2. Przysłany przez Tyberiusza jako prokurator Judei Piłat kazał nocą wnieść zasłonięte wizerunki Cezara, które nazywają się znakami. Postępek ten nazajutrz wywołał wielkie poruszenie wśród Żydów. Ci, którzy znaleźli się w pobliżu nich, byli tym widokiem do głębi wstrząśnięci, uważając to za podeptanie ich praw, które przecież nie pozwalają stawiać w mieście jakiegokolwiek wizerunku. Pod wpływem wzburzenia ludności miasta lud z prowincji ściągnął wielką gromadą. Podążano więc do Cezarei i błagano Piłata, aby kazał owe znaki zabrać z miasta i pozwolił im przestrzegać obyczajów ojców. Kiedy zaś Piłat odmówił ich prośbie, padli na twarze dookoła pałacu i tak pozostali przez pięć dni i tyleż nocy, nie ruszając się z miejsca.
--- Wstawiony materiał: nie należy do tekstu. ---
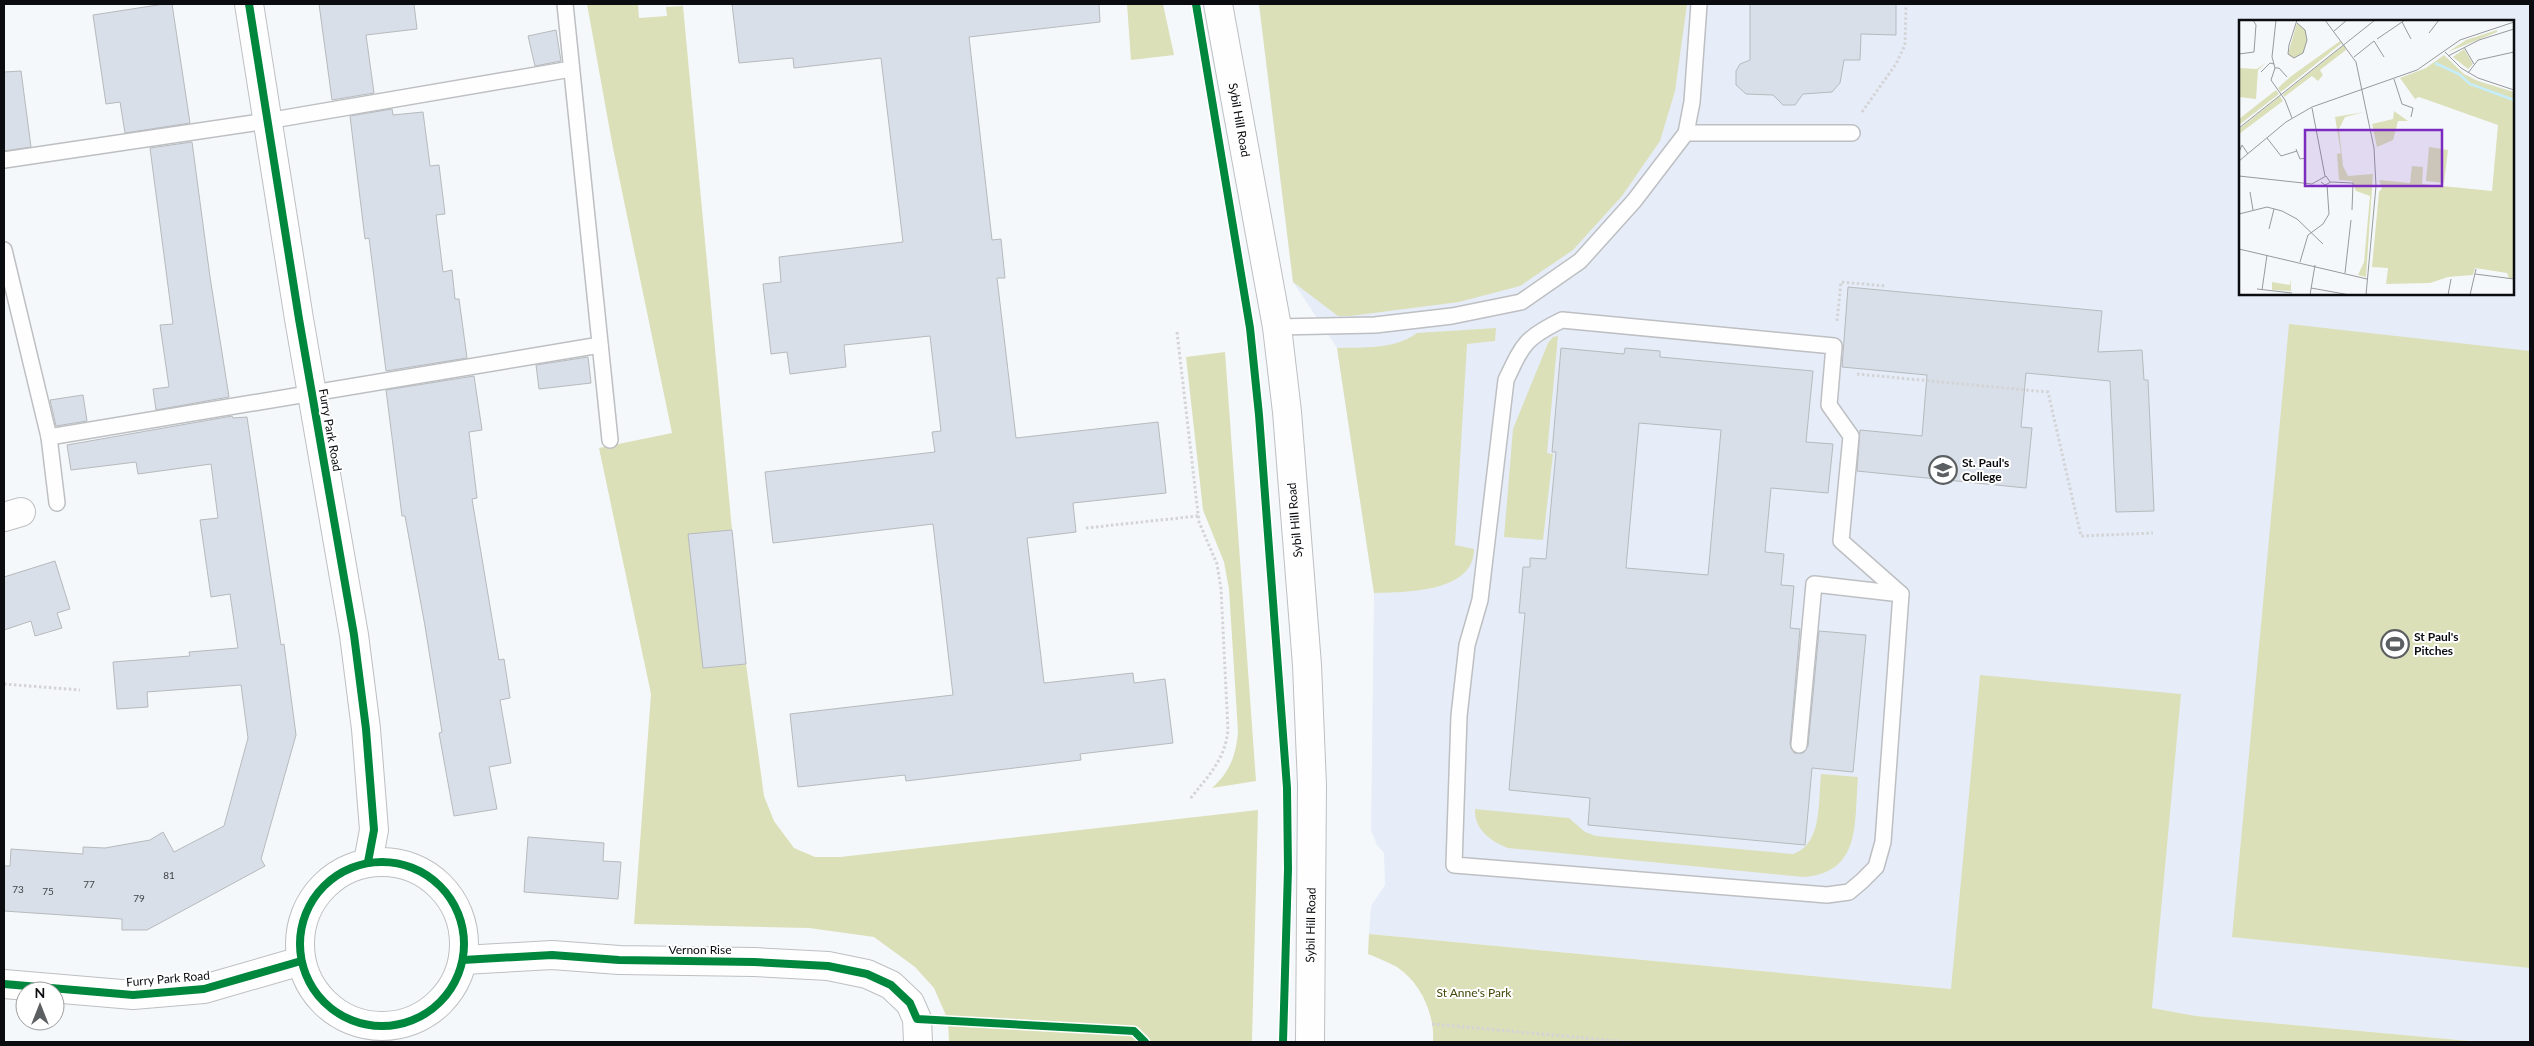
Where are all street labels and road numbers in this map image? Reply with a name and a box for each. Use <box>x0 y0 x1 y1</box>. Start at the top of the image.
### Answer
street label: Sybil Hill Road <box>1226 82 1253 158</box>
street label: Furry Park Road <box>316 387 345 473</box>
street label: Sybil Hill Road <box>1284 482 1305 558</box>
street label: Sybil Hill Road <box>1302 887 1319 963</box>
street label: Vernon Rise <box>668 942 732 957</box>
street label: Furry Park Road <box>126 967 210 990</box>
3. Następnego dnia Piłat, zasiadłszy na trybunie na wielkim stadionie, przyzwał lud, jakby chciał udzielić mu odpowiedzi. Tymczasem dał umówiony znak żołnierzom, aby otoczyli Żydów z orężem w ręku. Ci na widok potrójnego pierścienia otaczającego ich wojska osłupieli ze zdumienia. Piłat zagroził, że każe ich wytracić, jeśli nie pogodzą się z pozostawieniem wizerunków Cezara, i skinął na żołnierzy, aby dobyli mieczy. Żydzi, jakby na umówione hasło, rzucili się gromadnie na ziemię i wyciągnąwszy szyje wołali, że raczej gotowi są śmierć ponieść niż przekroczyć prawo. Piłat, zdumiony tak żarliwą pobożnością, nakazał natychmiast zabrać znaki z Jerozolimy.

4. W jakiś czas później wywołał on nowe zaburzenia, wykorzystując święty skarb, zwany korbonas, na budowę wodociągu, którym ciągniono wodę z odległości czterystu stadiów. Wprawiło to ludność w wielkie oburzenie i gdy Piłat przybył do Jerozolimy, otoczono jego trybunał i wznoszono wrogie okrzyki. Ów zaś przewidując, że może dojść do zamieszek, wysłał pewną liczbę żołnierzy uzbrojonych, lecz ubranych w szaty cywilne, aby wmieszali się w tłum i zabroniwszy im użycia swoich mieczy, nakazał okładać kijami tych, co będą wznosić okrzyki. Dał przeto znak z trybunału i wtedy niemało Żydów zginęło, padając już to pod razami kijów, już to tratując sami siebie podczas ucieczki. Przerażony losem zabitych tłum stał w niemym osłupieniu.